Наутро его в номере не оказалось.
Никого не зная в чужом городе, он предпочел голодать и спать под забором, лишь бы не оставаться с родителями. Потому ли, что и они были свидетелями его позора? Этого Богуш понять не мог.
Некоторым утешением служило, что ребенок прихватил с собой отцовское портмоне и, значит, с голоду не помрет. Но там же, в портмоне, были кредитные карточки, которыми Герка все равно бы не мог воспользоваться, зато Богушу их откровенно недоставало…
– Это все ты! Это все ты! – кричала Надя. – Как хорошо было без тебя!.. Господи, как мы с Геркой хорошо жили, пока тебя не было!..
Пришлось выйти и хлопнуть дверью.
Жизнь не рухнула сразу – короткое и сильное потрясение Богуш пережил бы легче. Она обваливалась понемногу. Возвращаться домой без Герки Богуш не то чтобы не мог – мог, конечно, однако он смотрел чуть подальше собственного носа. Герка был ему необходим – и как витрина его успехов в том числе.
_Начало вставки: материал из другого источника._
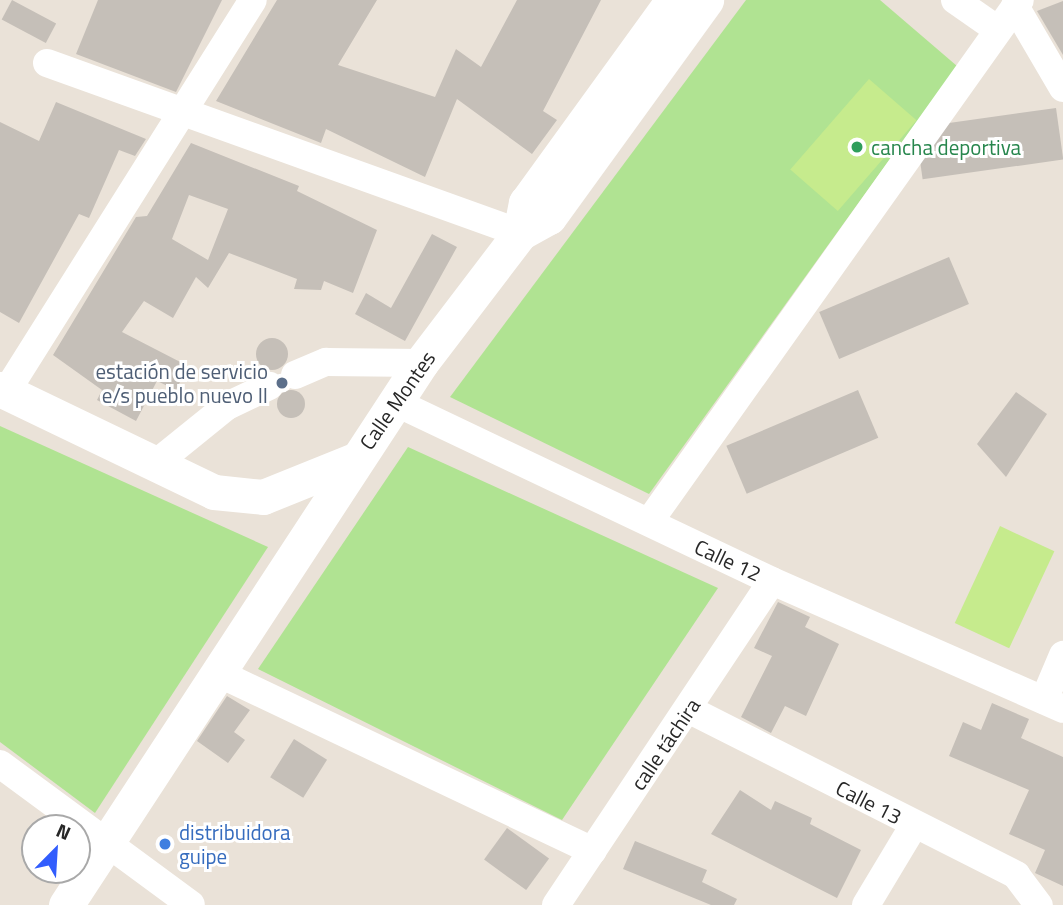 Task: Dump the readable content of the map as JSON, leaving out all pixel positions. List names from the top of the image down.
{
  "streets": {
    "street": [
      "Calle Montes",
      "Calle 12",
      "calle táchira",
      "Calle 13"
    ]
  },
  "crossings": [
    ["Calle Montes", "Calle 12"],
    ["Calle 12", "calle táchira"],
    ["calle táchira", "Calle 13"]
  ],
  "places": ["cancha deportiva", "estación de servicio e/s pueblo nuevo II", "distribuidora guipe"],
  "north": "top right"
} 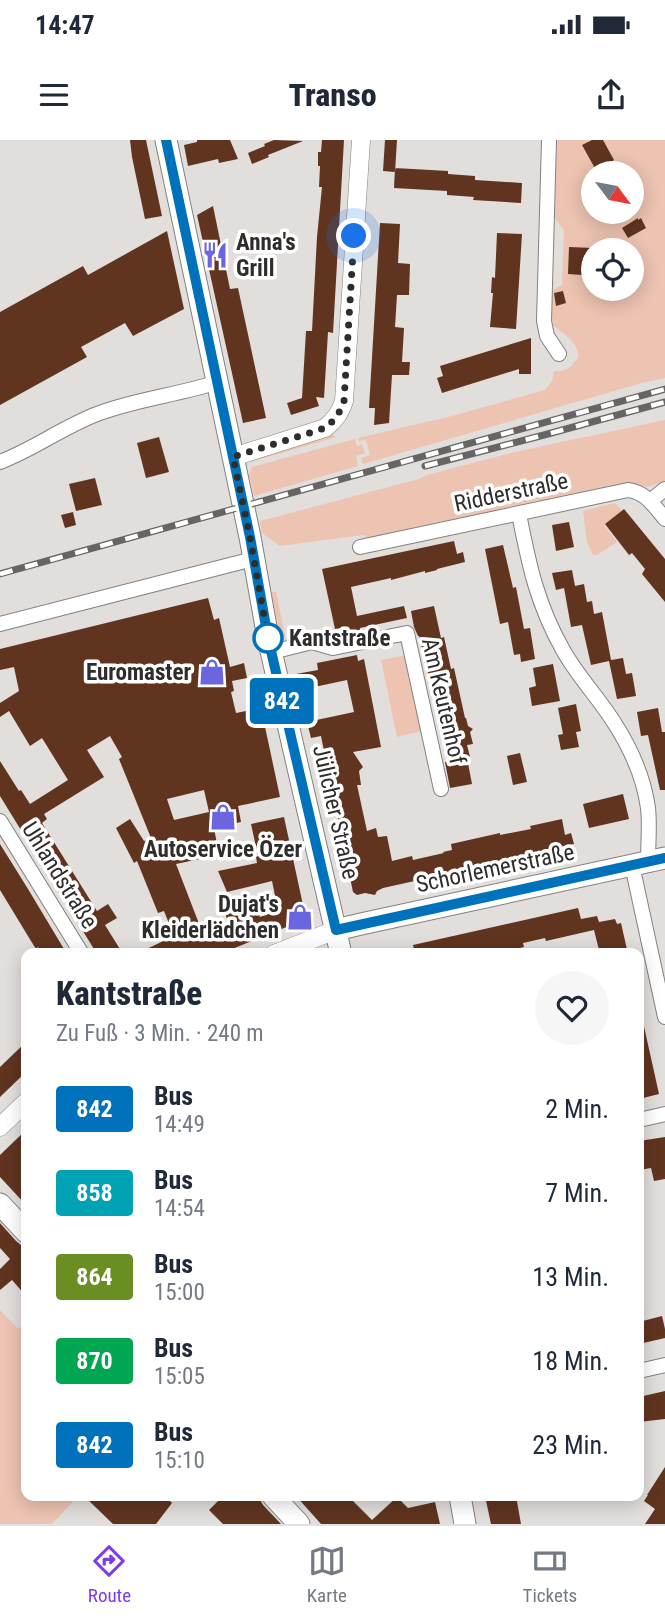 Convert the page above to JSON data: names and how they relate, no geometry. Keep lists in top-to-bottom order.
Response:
{
  "streets": {
    "main road": ["Jülicher Straße", "Schorlemerstraße"],
    "street": ["Ridderstraße", "Am Keutenhof", "Uhlandstraße"]
  },
  "crossings": [
    ["Am Keutenhof", "Jülicher Straße"],
    ["Jülicher Straße", "Schorlemerstraße"]
  ],
  "places": {
    "restaurant": ["Anna's Grill"],
    "other": ["Kantstraße"],
    "shop": ["Euromaster", "Autoservice Özer", "Dujat's Kleiderlädchen"]
  },
  "lines": ["bus line 842"],
  "north": "bottom right",
  "page": {
    "status": "14:47",
    "header": "Transo",
    "on_map": "842",
    "heading": ["Kantstraße", "Zu Fuß · 3 Min. · 240 m"],
    "list": [
      {
        "mark": "842",
        "name": "Bus",
        "note": "14:49",
        "value": "2 Min."
      },
      {
        "mark": "858",
        "name": "Bus",
        "note": "14:54",
        "value": "7 Min."
      },
      {
        "mark": "864",
        "name": "Bus",
        "note": "15:00",
        "value": "13 Min."
      },
      {
        "mark": "870",
        "name": "Bus",
        "note": "15:05",
        "value": "18 Min."
      },
      {
        "mark": "842",
        "name": "Bus",
        "note": "15:10",
        "value": "23 Min."
      }
    ],
    "tabs": ["Route", "Karte", "Tickets"]
  }
}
Не вернуться он тоже не мог – родной город кормил и поил, в другом месте все пришлось бы начинать сначала, а начинающий хорош только до двадцати пяти лет, после на него смотрят с опаской – неудачник, что ли?
Герка был нужен Богушу – а вот Надя, кажется, нет, и она сама это инстинктивно понимала, оттуда и крики, и слезы. Вот бы у нее хватило ума собрать чемоданы, с тоской думал Богуш, идя по незнакомому проспекту, вот бы она убралась, и тогда можно спокойно заниматься Геркой. Мать, так ее!.. Воспитала размазню – парень от первого же щелчка по носу сорвался с нарезки…
Богуш накручивал себя, вспоминая, как она подлизывалась вечером к сыночку. Нет, феодалы все-таки были правы: в шесть лет мальчик переходит из женских рук в мужские, и точка. Тогда есть шанс вырастить его мужчиной. И ведь еще неизвестно, как именно Надя настраивала сына против отца все эти годы, как обучала его быть плаксивой бабой, по мелочам завистливой, неспособной ни на какой поступок!.. Вот сейчас она хнычет в одиночестве – и не понимает, что своим материнским оголтелым сочувствием спровоцировала все Геркины неприятности!..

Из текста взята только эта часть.